◆ RECORDS PROVIDED ◆
——
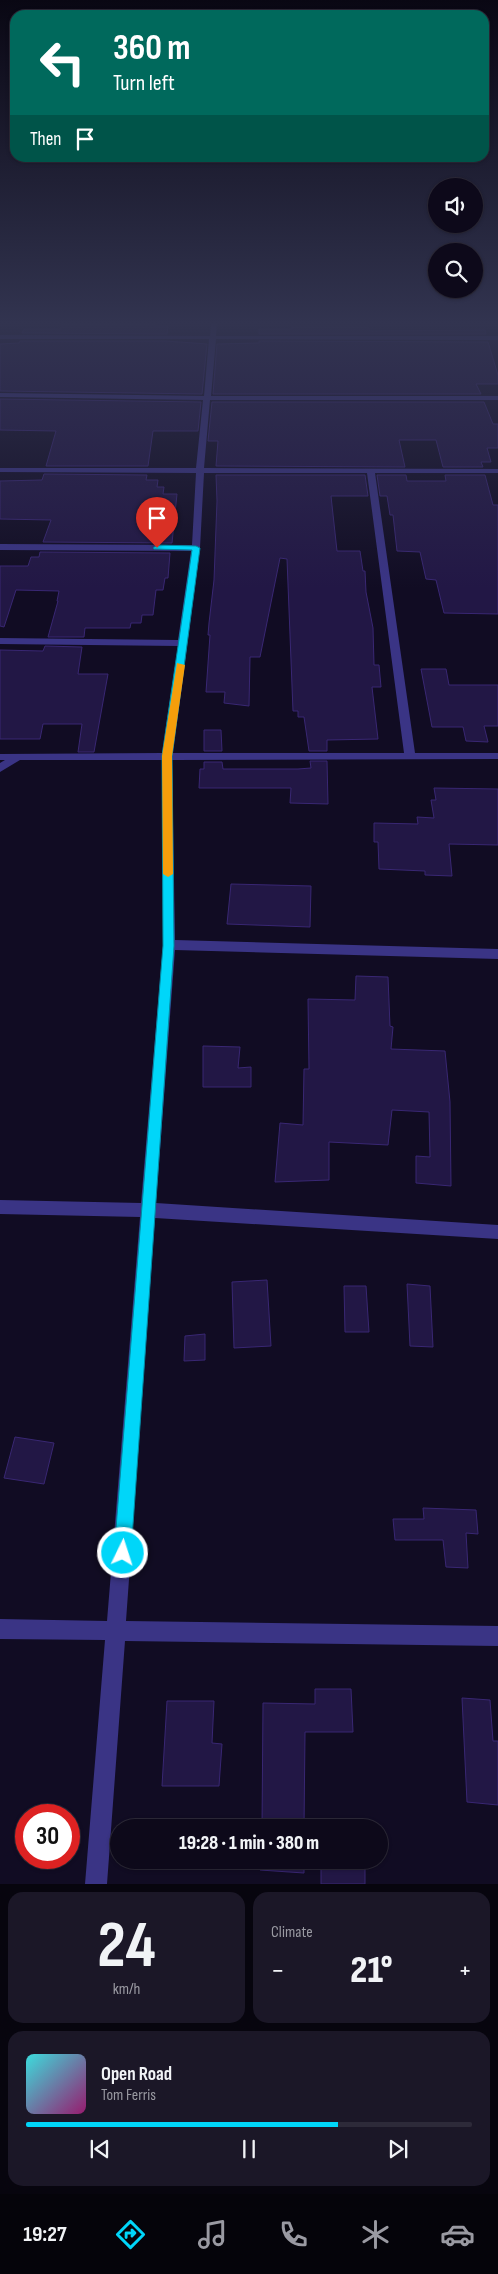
<!DOCTYPE html>
<html lang="en">
<head>
<meta charset="utf-8">
<style>
  :root { --surface:#0d091a; --page:#1b1727; --text:#f1f3f6; --muted:#9a9aa2; --line:#2d2a39; --accent:#00d6f9 }
  body { margin:0; font-family:"Sofia Sans Condensed",sans-serif; background:var(--page); color:var(--text); height:100vh; display:flex; flex-direction:column; font-size:19px; white-space:nowrap }
  * { box-sizing:border-box; margin:0 }
  p { font-size:16px; color:var(--muted) }
  .icon { flex:none; width:28px; height:28px; fill:none; stroke:currentColor; stroke-width:2; stroke-linecap:round; stroke-linejoin:round }
  .map { position:relative; height:1884px; overflow:hidden }
  .side { display:flex; flex-direction:column; gap:8px; padding:8px; background:#07050e; flex:1 }
  .side>* { flex:none }
  .hud { position:absolute; left:10px; top:10px; width:479px; height:152px; border-radius:15px; box-shadow:0 1px 4px #0004,0 0 0 1px var(--line); background:#00695c; color:#fff; overflow:hidden }
  .fabs { position:absolute; left:428px; top:178px; display:grid; gap:10px }
  .fabs a { display:grid; place-items:center; width:55px; height:55px; border-radius:50%; background:var(--surface); box-shadow:0 1px 4px #0004,0 0 0 1px var(--line); font-size:25px }
  .speed { position:absolute; left:15px; top:1804px; display:flex; gap:10px; font-size:25px; font-weight:700; text-align:center }
  .speed>* { display:grid; place-content:center; width:65px; height:65px; border-radius:50%; background:var(--surface); box-shadow:0 1px 4px #0004,0 0 0 1px var(--line); line-height:1 }
  .speed .limit { border:8px solid #d22; background:#fff; color:#111 }
  .pin { position:absolute; display:grid; place-items:center; width:42px; height:42px; color:#fff; margin:-51px -21px; border-radius:50% 50% 50% 0; rotate:-45deg; box-shadow:0 0 5px #0007 }
  .pin .icon { rotate:45deg }
  .me { position:absolute; width:55px; margin:-28px; rotate:4deg; stroke-linejoin:round; filter:drop-shadow(0 0 4px #0008) }
  .turn { display:flex; align-items:center; gap:18px; height:105px; padding:0 20px; font-size:22px }
  .turn .icon { width:65px; height:65px; stroke-width:2.5 }
  .turn b { display:block; font-size:35px; line-height:42px }
  .then { display:flex; align-items:center; height:48px; padding:0 20px; background:#0003; gap:10px; font-size:19px }
  .big { font-size:38px; font-weight:800; line-height:1.1 }
  .side .widget { flex:1; display:flex; flex-direction:column; justify-content:center; gap:8px; min-width:0; padding:0 18px; border-radius:15px; background:var(--page) }
  .side .dial { align-items:center; gap:0 }
  .dial b { font-size:65px; line-height:1 }
  .song { display:flex; align-items:center; gap:15px }
  .cover { width:60px; height:60px; border-radius:8px; background:linear-gradient(135deg,hsl(180 70% 55%),hsl(320 70% 35%)) }
  .played { height:5px; border-radius:2px; background:linear-gradient(90deg,var(--accent) 70%,var(--line) 70%) }
  .keys { display:flex; justify-content:space-around; direction:ltr }
  .heat { display:flex; justify-content:space-between; align-items:center; font-size:28px; direction:ltr }
  .side .tiles { flex:1; display:grid; gap:8px; grid-template-columns:1fr 1fr }
  .widget:last-child { grid-column:span 2 }
  .trip { position:absolute; left:110px; top:1819px; width:278px; height:50px; border-radius:25px; background:var(--surface); box-shadow:0 1px 4px #0004,0 0 0 1px var(--line); font-weight:800; line-height:50px; text-align:center }
  .tabs { display:flex; height:80px; justify-content:space-around; align-items:center; background:#05040a; color:var(--muted) }
  .tabs .icon { width:35px; height:35px }
  .tabs .active { color:var(--accent) }
  .tabs b { font-size:22px; color:var(--text) }
  .map>svg:first-child { display:block }
  .building { fill:#221745; stroke:#392773 }
  .lines { fill:none; stroke-linecap:round; stroke-linejoin:round }
  .minor { fill:#3a3485; fill-rule:evenodd }
  .route { fill:#00d6f9; stroke:#008ba2 }
  .slow { fill:#f59e0b }
</style>
</head>
<body>
<div class="map">
<svg width="498" height="1884" viewBox="0 0 498 1884">
  <rect width="100%" height="100%" fill="#110c23"/>
  <g class="building">
    <polygon points="62,324 155,324 155,326 168,326 167,334 22,333 24,329 60,329"/>
    <polygon points="292,327 368,327 370,331 485,330 486,334 259,334 259,329 292,329"/>
    <polygon points="20,341 166,341 207,344 202,394 0,391 0,344 19,343"/>
    <polygon points="259,341 488,342 498,375 498,384 476,384 481,394 213,394 217,344 259,343"/>
    <polygon points="0,399 201,402 198,431 153,431 148,466 46,466 56,431 0,430"/>
    <polygon points="212,402 484,402 493,424 498,424 498,448 487,448 491,462 481,462 483,467 443,467 436,440 399,440 405,467 216,466 218,441 208,441"/>
    <polygon points="44,474 147,475 146,480 158,480 157,487 164,487 163,494 177,494 172,543 43,542 51,520 0,519 0,481 42,480"/>
    <polygon points="216,475 365,475 368,496 331,496 337,551 360,551 363,571 365,571 366,592 373,628 374,665 379,665 381,687 372,687 378,739 327,740 327,751 309,751 304,717 298,717 298,711 293,711 287,559 280,558 260,657 250,657 249,706 224,703 225,692 206,692 210,635 208,635 209,623 214,580 217,501"/>
    <polygon points="377,475 406,475 407,481 446,481 445,475 485,475 493,505 498,505 498,614 444,613 436,580 426,579 420,552 397,551 393,515 390,515 387,496 380,496"/>
    <polygon points="40,552 170,553 168,578 165,578 163,590 156,590 153,615 142,615 141,623 131,623 130,628 85,628 84,637 48,637 58,601 57,601 59,591 16,590 4,627 0,626 0,566 28,566 31,557 39,557"/>
    <polygon points="45,646 82,647 78,674 108,674 94,752 78,752 82,724 43,724 40,739 0,739 0,650 43,651"/>
    <polygon points="421,669 446,669 449,685 498,685 498,726 484,726 488,742 466,741 463,727 432,727"/>
    <polygon points="204,730 221,730 222,751 204,751"/>
    <polygon points="310,761 327,761 328,804 290,803 291,788 199,788 200,769 204,769 204,762 222,762 223,769 298,769 311,768"/>
    <polygon points="434,788 498,789 498,845 449,844 452,876 425,875 425,871 379,869 378,842 374,842 374,823 418,824 417,817 434,818 431,800 436,800"/>
    <polygon points="231,884 311,886 310,927 227,924"/>
    <polygon points="356,976 388,977 390,1026 393,1027 391,1049 445,1051 450,1102 451,1186 416,1183 416,1156 430,1157 429,1112 392,1110 388,1145 329,1142 329,1180 275,1182 280,1123 303,1125 304,1069 309,1069 308,999 355,1000"/>
    <polygon points="203,1046 240,1047 238,1068 251,1067 251,1087 203,1087"/>
    <polygon points="267,1280 271,1346 234,1348 232,1282"/>
    <polygon points="407,1284 430,1286 433,1347 410,1346"/>
    <polygon points="344,1286 366,1286 369,1332 345,1332"/>
    <polygon points="205,1334 205,1360 184,1361 185,1336"/>
    <polygon points="15,1437 54,1443 44,1484 4,1478"/>
    <polygon points="423,1508 476,1510 478,1534 466,1533 468,1568 446,1567 443,1540 395,1540 393,1519 424,1519"/>
    <polygon points="315,1689 351,1689 353,1732 305,1732 304,1828 262,1828 263,1703 315,1704"/>
    <polygon points="462,1698 490,1700 493,1741 498,1741 498,1805 467,1802"/>
    <polygon points="167,1701 214,1701 212,1743 222,1744 219,1786 162,1786"/>
    <polygon points="261,1860 304,1860 304,1873 260,1870"/>
    <polygon points="321,1861 365,1865 365,1884 321,1884"/>
  </g>
  <g class="lines">
    <path class="minor" d="M211,324H217L216,336H498V340L216,339L211,396H498V400H210L204,468L498,469V473H375L415,753H498V759L172,760L175,940L498,949V959L175,950L156,1203L498,1225V1239L155,1218L126,1621L498,1626V1646L125,1641L107,1884H85L105,1640L0,1639V1619L107,1621L140,1217L0,1214V1200L141,1203L163,945L162,760H20L0,772V763L5,760H0V754L162,753L178,646L0,644V638L178,640L191,551L0,550V544L192,545L196,473L0,472V468H196L203,400L0,397V393L204,396L209,339H0V335L210,336ZM204,473H367L404,753H173L200,548Z"/>
  </g>
  <linearGradient id="sky" x2="0" y2="1"><stop stop-color="#090713"/><stop offset="0.55" stop-color="#323450"/><stop offset="1" stop-color="#323450" stop-opacity="0"/></linearGradient>
  <rect width="498" height="588" fill="url(#sky)"/>
  <polygon class="route" points="157,545 196,546 200,548 172,756 174,946 131,1553 129,1559 123,1562 117,1559 114,1553 163,946 162,756 192,550 154,549 153,548"/>
  <polygon class="slow" points="177,663 185,665 172,756 173,874 168,877 163,874 162,756"/>
</svg>
<div class="fabs">
<a><svg class="icon" aria-label="sound" viewBox="0 0 24 24"><path d="M4 9h4l5-4v14l-5-4H4zM17 9q2 3 0 6"/></svg></a>
<a><svg class="icon" aria-label="search" viewBox="0 0 24 24"><circle cx="10" cy="10" r="6"/><path d="M15 15l6 6"/></svg></a>
</div>
<div class="speed"><div class="limit">30</div></div>
<div class="pin" style="left:157px;top:548px;background:#d93025"><svg class="icon" aria-label="arrive" viewBox="0 0 24 24"><path d="M6 21V4h12l-3 4 3 4H6"/></svg></div>
<svg class="me" style="left:123px;top:1553px" viewBox="-20 -20 40 40"><circle r="17" fill="#00d6f9" stroke="#fff" stroke-width="3"/><path d="M0-11L8 9 0 5-8 9z" fill="#fff"/></svg>
<div class="trip">19:28 · 1 min · 380 m</div>
<div class="hud">
<div class="turn"><svg class="icon" aria-label="left" viewBox="0 0 24 24"><path d="M17 20v-9H6M10 6l-5 5 5 5"/></svg><div><b>360 m</b>Turn left</div></div>
<div class="then">Then<svg class="icon" aria-label="arrive" viewBox="0 0 24 24"><path d="M6 21V4h12l-3 4 3 4H6"/></svg></div>
</div>
</div>
<section class="side">
<div class="tiles">
<div class="widget dial"><b>24</b><p>km/h</p></div>
<div class="widget"><p>Climate</p>
<div class="heat"><a>−</a><b class="big">21°</b><a>+</a></div>
</div>
<div class="widget">
<div class="song"><i class="cover"></i><div><b>Open Road</b><p>Tom Ferris</p></div></div>
<div class="played"></div>
<div class="keys"><svg class="icon" aria-label="previous" viewBox="0 0 24 24"><path d="M18 5L8 12l10 7zM5 5v14"/></svg><svg class="icon" aria-label="pause" viewBox="0 0 24 24"><path d="M8 5v14M16 5v14"/></svg><svg class="icon" aria-label="next" viewBox="0 0 24 24"><path d="M6 5l10 7-10 7zM19 5v14"/></svg></div>
</div>
</div>
</section>
<nav class="tabs">
<b>19:27</b>
<svg class="icon active" aria-label="directions" viewBox="0 0 24 24"><path d="M12 3l9 9-9 9-9-9zM9 14v-3h6M13 9l2 2-2 2"/></svg>
<svg class="icon" aria-label="music" viewBox="0 0 24 24"><path d="M9 18V5l10-2v13"/><circle cx="6" cy="18" r="3"/><circle cx="16" cy="16" r="3"/></svg>
<svg class="icon" aria-label="phone" viewBox="0 0 24 24"><path d="M5 4h4l2 5-3 2q2 4 5 5l2-3 5 2v4C11 20 4 13 5 4z"/></svg>
<svg class="icon" aria-label="climate" viewBox="0 0 24 24"><path d="M12 3v18M4 7l16 10M4 17L20 7"/></svg>
<svg class="icon" aria-label="car" viewBox="0 0 24 24"><path d="M5 17H2v-5l4-1 3-4h7l3 4 3 1v5h-3M9 17h6M6 11h13"/><circle cx="7" cy="17" r="2"/><circle cx="17" cy="17" r="2"/></svg>
</nav>
</body>
</html>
——
◆ EXERCISE PROMPT ◆
Please go through the data above and copy every line that has the word "trip".

◆ FINISHED EXERCISE ◆
  .trip { position:absolute; left:110px; top:1819px; width:278px; height:50px; border-radius:25px; background:var(--surface); box-shadow:0 1px 4px #0004,0 0 0 1px var(--line); font-weight:800; line-height:50px; text-align:center }
<div class="trip">19:28 · 1 min · 380 m</div>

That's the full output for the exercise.